Zach Saw edited this page Jun 30, 2015 · 1 revision

What is SuperRes?

The general idea behind the super resolution method that Alexey Lukin et al. explained in their paper is to treat upscaling as inverse downscaling. So the aim is to find a high resolution image which, after downscaling, is equal to the low resolution image.

The problem is that this is usually not well defined. For instance let's take the simplest possible example i.e. an image consisting of just 1 pixel, with value X. And say we want to find an image consisting of 2 pixels with values which we'll denote A and B. Now we need to decide on a downsampling algorithm from the image of 2 pixels to the image of 1 pixels. The obvious choice is to just average the two pixels, i.e. X = (A+B)/2. So if we had the values of A and B then we could find X but we're working backwards so we know the value of X and we want to find the values of A and B. However for any value of A there is a value of B such that (A+B)/2 = X, so there's no way to decide upon a solution. This can be solved by requiring the values of A and B to be close to each other, in which case the unique(!) solution is to make A and B equal X.

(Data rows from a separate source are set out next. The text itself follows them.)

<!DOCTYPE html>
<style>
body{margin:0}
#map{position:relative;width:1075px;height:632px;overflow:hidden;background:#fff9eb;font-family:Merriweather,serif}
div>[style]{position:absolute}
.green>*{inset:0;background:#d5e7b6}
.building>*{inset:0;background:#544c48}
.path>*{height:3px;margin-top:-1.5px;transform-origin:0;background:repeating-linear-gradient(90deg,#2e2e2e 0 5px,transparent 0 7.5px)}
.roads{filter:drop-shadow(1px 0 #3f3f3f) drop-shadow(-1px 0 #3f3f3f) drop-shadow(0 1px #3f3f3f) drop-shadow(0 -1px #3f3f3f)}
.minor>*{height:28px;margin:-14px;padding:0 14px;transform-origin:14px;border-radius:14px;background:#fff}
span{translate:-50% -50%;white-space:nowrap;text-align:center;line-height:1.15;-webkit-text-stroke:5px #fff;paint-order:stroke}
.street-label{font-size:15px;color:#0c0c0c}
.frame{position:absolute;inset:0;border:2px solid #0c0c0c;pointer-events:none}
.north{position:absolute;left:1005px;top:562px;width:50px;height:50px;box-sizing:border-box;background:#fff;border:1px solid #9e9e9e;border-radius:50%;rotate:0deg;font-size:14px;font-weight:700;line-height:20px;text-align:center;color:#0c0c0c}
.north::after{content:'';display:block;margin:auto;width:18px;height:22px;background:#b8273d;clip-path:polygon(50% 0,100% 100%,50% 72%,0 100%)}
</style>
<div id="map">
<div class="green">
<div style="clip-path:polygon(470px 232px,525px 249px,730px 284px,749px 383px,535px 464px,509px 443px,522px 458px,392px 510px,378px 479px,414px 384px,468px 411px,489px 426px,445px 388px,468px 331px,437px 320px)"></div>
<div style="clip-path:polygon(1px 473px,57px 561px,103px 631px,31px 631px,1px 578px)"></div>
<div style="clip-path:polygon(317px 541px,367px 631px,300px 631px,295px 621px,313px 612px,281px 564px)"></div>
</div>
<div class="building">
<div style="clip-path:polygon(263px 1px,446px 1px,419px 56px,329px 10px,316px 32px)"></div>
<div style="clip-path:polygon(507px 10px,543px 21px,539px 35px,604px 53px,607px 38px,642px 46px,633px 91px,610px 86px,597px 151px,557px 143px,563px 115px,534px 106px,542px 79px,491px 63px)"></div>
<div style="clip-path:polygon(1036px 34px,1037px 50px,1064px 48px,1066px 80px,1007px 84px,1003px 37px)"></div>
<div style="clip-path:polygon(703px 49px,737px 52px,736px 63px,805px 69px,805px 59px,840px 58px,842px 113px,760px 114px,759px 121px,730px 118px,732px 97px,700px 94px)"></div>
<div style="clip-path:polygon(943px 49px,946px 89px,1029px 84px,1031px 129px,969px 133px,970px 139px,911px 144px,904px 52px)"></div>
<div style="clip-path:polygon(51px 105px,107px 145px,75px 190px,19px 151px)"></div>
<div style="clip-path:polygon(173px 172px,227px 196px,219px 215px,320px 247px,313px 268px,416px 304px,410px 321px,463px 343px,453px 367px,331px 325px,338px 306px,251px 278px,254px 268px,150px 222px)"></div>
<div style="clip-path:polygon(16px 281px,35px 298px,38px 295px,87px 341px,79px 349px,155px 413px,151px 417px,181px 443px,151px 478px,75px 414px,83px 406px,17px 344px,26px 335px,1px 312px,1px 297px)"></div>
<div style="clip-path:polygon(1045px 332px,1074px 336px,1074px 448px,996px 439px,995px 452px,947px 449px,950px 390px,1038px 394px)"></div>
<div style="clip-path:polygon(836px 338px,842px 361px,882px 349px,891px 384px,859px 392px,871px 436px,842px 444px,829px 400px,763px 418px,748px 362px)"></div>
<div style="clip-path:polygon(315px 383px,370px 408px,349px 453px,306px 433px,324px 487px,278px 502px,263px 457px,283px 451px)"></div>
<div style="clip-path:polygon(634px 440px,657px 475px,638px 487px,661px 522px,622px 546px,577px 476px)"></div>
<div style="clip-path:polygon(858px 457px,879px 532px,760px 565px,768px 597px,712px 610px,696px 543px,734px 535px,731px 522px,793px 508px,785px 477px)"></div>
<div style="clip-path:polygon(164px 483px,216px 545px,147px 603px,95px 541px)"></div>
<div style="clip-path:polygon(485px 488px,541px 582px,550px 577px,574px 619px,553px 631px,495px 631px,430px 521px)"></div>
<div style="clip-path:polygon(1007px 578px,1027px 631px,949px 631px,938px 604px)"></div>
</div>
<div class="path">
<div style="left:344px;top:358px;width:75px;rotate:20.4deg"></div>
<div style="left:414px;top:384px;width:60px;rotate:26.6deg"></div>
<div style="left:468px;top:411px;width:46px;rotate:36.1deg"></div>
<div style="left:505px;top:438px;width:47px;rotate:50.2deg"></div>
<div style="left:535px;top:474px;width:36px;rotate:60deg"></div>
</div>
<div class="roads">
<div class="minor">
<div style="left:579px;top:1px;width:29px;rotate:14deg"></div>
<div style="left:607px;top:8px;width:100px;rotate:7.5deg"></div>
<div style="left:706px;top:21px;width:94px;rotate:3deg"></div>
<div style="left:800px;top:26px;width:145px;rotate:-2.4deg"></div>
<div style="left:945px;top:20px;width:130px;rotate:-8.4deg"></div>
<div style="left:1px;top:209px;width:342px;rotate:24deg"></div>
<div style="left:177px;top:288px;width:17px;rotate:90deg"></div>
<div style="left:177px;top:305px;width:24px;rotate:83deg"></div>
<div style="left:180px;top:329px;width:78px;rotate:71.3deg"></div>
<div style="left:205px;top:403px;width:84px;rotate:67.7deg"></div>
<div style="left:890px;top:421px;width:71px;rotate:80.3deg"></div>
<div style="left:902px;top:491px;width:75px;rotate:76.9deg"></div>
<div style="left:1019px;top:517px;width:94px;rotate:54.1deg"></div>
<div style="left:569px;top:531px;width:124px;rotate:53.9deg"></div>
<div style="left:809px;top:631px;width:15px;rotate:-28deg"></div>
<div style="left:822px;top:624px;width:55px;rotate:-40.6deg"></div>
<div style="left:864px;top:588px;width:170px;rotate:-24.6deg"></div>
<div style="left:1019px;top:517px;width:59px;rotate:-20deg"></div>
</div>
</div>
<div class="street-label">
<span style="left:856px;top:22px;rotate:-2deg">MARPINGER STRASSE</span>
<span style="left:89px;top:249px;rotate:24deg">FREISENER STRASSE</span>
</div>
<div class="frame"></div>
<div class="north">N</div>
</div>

The SuperRes algorithm works similar to this except with more pixels, it requires the image to be "regular" (pixel close to each other should have "similar" values) and instead of requiring the result to be exactly equal to the original image after downscaling we simply require it to be "faithful". This method has an enormous amount of flexibility since we can choose which downscaling method to use, how to measure "regularity", and how to measure "faithfulness".

Parameters

There are 3 parameters: Passes, Strength and Softness.

Strength and passes control how strong the effects are and how many times it will apply them, respectively. If you set the value for strength too high you risk 'overshooting' the optimal value, which will not only make the algorithm converge slower, but will also cause artefacts. Using more passes at a lower strength will give a nicer result but requires more power.